Source Dataset
Several years of high-frequency (15 min) GCM-timestep level output from the Superparameterized CESM2 isolating state variables "before" and "after" a key code region containing computationally intensive superparameterization calculations. For use in making a superparameterization emulator of explicitly resolved clouds + their radiation influence + turbulence, that can be used in a real-geography framework CESM2 framework, to side step the usual computational cost of SP. Similar in spirit to proof of concept in Rasp, Pritchard & Gentine (2018) and Mooers et al. (2021) but with new refinements by Mike Pritchard and Tom Beucler towards compatibility with operational, real-gegoraphy CESM2 (critically, isolating only tendencies up to surface coupling and including outputs relevant to CLM land model's expectations; see Mooers et al. concluding discussion)
- Link to the website / online documentation for the data
N/A
- The file format (e.g. netCDF, csv)
Raw model output is CESM2-formatted NetCDF history files
- How are the source files organized? (e.g. one file per day)
One file per day across 8-10 sim-years each forced with the same annual cycle of SSTs.

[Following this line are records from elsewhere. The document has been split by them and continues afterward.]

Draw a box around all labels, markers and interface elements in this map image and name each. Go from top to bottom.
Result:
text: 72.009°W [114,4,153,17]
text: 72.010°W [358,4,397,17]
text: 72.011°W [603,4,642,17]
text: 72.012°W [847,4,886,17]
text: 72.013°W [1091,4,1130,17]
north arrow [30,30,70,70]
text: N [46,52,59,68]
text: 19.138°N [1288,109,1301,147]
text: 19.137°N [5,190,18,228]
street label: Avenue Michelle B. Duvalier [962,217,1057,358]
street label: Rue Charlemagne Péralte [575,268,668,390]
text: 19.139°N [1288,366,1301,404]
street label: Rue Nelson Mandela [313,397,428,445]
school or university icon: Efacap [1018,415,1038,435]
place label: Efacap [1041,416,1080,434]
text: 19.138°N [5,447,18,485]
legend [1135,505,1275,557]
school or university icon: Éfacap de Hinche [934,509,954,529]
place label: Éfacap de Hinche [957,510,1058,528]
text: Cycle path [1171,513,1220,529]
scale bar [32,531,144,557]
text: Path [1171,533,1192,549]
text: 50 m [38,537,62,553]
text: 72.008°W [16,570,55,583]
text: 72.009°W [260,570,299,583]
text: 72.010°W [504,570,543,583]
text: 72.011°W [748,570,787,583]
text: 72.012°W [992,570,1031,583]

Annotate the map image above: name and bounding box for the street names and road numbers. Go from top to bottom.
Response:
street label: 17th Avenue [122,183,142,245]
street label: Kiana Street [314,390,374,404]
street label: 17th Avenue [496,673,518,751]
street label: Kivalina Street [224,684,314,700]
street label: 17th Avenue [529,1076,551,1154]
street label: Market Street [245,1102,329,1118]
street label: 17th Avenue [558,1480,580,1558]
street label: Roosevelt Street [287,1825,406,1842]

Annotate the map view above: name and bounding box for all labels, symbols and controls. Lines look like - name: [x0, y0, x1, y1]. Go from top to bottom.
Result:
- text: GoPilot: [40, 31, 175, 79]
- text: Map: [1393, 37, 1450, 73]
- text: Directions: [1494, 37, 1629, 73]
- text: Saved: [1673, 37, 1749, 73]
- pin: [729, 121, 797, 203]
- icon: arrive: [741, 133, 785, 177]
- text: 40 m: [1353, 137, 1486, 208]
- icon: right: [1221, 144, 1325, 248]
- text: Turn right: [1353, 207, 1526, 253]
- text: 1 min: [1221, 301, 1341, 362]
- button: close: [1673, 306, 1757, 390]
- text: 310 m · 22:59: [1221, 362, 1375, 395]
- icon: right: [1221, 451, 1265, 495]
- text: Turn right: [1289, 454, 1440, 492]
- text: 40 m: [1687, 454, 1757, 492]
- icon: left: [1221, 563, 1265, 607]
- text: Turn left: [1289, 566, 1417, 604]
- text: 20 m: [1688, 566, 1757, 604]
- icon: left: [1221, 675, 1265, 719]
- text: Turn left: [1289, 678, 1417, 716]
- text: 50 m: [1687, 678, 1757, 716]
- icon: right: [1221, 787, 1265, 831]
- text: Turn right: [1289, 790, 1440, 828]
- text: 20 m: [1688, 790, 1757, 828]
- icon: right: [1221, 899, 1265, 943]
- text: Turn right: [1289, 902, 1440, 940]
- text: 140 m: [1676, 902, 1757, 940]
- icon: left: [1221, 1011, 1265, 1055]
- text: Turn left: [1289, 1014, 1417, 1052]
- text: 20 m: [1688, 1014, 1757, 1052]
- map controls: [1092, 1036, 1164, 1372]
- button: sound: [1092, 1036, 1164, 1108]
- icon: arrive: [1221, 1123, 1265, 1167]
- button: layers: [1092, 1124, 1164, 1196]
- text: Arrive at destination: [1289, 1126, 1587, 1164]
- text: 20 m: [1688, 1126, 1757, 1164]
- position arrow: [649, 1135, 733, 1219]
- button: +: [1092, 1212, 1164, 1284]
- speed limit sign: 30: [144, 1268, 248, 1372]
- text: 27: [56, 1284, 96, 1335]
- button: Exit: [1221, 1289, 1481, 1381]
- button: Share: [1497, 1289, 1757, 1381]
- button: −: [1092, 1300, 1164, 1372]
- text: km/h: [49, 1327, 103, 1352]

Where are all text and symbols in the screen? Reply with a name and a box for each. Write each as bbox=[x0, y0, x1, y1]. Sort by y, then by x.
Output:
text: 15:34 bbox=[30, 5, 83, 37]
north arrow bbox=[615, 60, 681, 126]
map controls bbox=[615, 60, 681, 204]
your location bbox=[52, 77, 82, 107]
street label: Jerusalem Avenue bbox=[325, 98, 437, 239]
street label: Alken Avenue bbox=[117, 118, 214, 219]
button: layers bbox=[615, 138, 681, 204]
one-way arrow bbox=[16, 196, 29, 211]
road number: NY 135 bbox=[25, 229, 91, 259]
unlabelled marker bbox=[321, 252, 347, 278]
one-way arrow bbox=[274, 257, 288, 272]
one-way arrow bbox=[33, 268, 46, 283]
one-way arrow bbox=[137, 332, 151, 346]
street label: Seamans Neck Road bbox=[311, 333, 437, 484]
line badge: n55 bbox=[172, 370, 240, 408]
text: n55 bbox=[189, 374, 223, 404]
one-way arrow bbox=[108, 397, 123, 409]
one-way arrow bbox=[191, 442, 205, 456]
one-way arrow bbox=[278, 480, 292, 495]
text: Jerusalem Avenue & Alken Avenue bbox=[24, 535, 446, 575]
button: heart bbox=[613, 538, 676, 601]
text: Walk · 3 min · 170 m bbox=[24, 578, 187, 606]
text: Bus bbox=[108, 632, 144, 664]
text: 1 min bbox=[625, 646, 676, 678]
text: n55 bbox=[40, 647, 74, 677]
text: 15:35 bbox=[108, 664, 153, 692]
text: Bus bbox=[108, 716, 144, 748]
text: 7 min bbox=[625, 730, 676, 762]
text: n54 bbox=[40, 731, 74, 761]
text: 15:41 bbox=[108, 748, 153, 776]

- How are the source files accessed (e.g. FTP)
Not publicly posted yet. Staged on a few XSEDE or NERSC clusters. Mike Pritchard's group at UC Irvine can help with access to these.
- provide an example link if possible
- Any special steps required to access the data (e.g. password required)
Transformation / Alignment / Merging
**Apologies in advance if this is TMI. A starter core-dump from Mike Pritchard on a busy afternoon:
There are multiple pre-processing steps. The raw model output contains many more variables than one would want to analyze so there is trimming. But users may want to experiment with different inputs and outputs. So this trimming may be user-specific. Can provide guidance on specific variable names for inputs/outputs of published emulators worth competing with on request.
Important: A key subset of variables (surface fluxes) that probably everyone would want in their input vector will need to be time-shifted backward relative by one time step to avoid information leaks, having to due to which phase of the integration cycle these fluxes were saved at on history file vs. the emulated regions. Some users may want to make emulators that include memory of state variables from previous time steps in the input vector (e.g. as in Han et al., JAMES, 2020) in which case there is the same preprocessing issue of backwards time shifting made flexible to additional variables (physical caveat: likely no more than a few hours i.e. <= 10 temporal samples at most so never any reason to include contiguous temporal adjacency beyond that limit).
Many users may want to subsample lon,lat,time first to reduce data volume and promote independence of samples due to spatial and temporal autocorrelations riddled throughout the data. Other users may prefer to include all of these samples as fuel for ambitious architectures that require very data-rich limits to find good fits in. This sub-sampling is user-specific.
Many users wanting to make "one-size-fits-all" emulators (i.e. same NN for all grid cells) will want to flatten lon,lat,time into a generic "sample" dimension (retaining level variability) and shuffle that for ML and split into training/validation/test splits. Such users would also want to pre-normalize by means and range/stds defined independently for separate levs, but which lump together the flattened lon/lat/time statistics. Advanced users may want to train regional- or regime-specific emulators, which might then use regionally-aware normalizations, such that flexibility here would help.
Some users may want to convert the specific humidity and temperature input state variables into an equivalent relative humidity as an alternate input that is less prone to out of sample extrapolation when the emulator is tested prognostically. The RH conversion should use a fixed set of assumptions that are consistent with a f90 module for use in identical testing online; can provide python and f90 code when the time comes.
The surface pressure is vital information to make the vertical discretization physically relevant per CESM2's hybrid vertical eta coordinate. So should always be made available. The pressure mid points and pressure thickness of each vertical level can also be derived from this field but vary with lon,lat,time. Mass-weighting the outputs of vertically resolved variables like diabatic heating using the derived pressure thickness could be helpful to users wishing to prioritize the column influence of different samples as in Beucler et al. (2021, PRL).
Output Dataset
I am not qualified to assess the trade-offs of the options listed here but interested in learning.